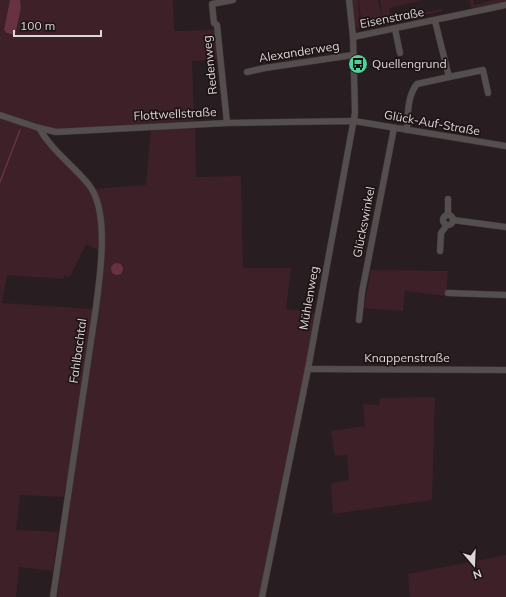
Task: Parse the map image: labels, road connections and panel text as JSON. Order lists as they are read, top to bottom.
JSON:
{
  "streets": {
    "street": [
      "Eisenstraße",
      "Alexanderweg",
      "Redenweg",
      "Flottwellstraße",
      "Glück-Auf-Straße",
      "Glückswinkel",
      "Mühlenweg",
      "Fahlbachtal",
      "Knappenstraße"
    ]
  },
  "crossings": [
    ["Eisenstraße", "Mühlenweg"],
    ["Alexanderweg", "Mühlenweg"],
    ["Redenweg", "Flottwellstraße"],
    ["Flottwellstraße", "Glück-Auf-Straße"],
    ["Flottwellstraße", "Mühlenweg"],
    ["Flottwellstraße", "Fahlbachtal"],
    ["Glück-Auf-Straße", "Glückswinkel"],
    ["Glück-Auf-Straße", "Mühlenweg"],
    ["Mühlenweg", "Knappenstraße"]
  ],
  "places": {
    "bus stop": ["Quellengrund"]
  },
  "scale_bar": "100 m",
  "north": "bottom"
}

**Task prompt**
Give the entries again, exactly and in full, with no image included.

**Reply**
Task: Parse the map image: labels, road connections and panel text as JSON. Order lists as they are read, top to bottom.
JSON:
{
  "streets": {
    "street": [
      "Eisenstraße",
      "Alexanderweg",
      "Redenweg",
      "Flottwellstraße",
      "Glück-Auf-Straße",
      "Glückswinkel",
      "Mühlenweg",
      "Fahlbachtal",
      "Knappenstraße"
    ]
  },
  "crossings": [
    ["Eisenstraße", "Mühlenweg"],
    ["Alexanderweg", "Mühlenweg"],
    ["Redenweg", "Flottwellstraße"],
    ["Flottwellstraße", "Glück-Auf-Straße"],
    ["Flottwellstraße", "Mühlenweg"],
    ["Flottwellstraße", "Fahlbachtal"],
    ["Glück-Auf-Straße", "Glückswinkel"],
    ["Glück-Auf-Straße", "Mühlenweg"],
    ["Mühlenweg", "Knappenstraße"]
  ],
  "places": {
    "bus stop": ["Quellengrund"]
  },
  "scale_bar": "100 m",
  "north": "bottom"
}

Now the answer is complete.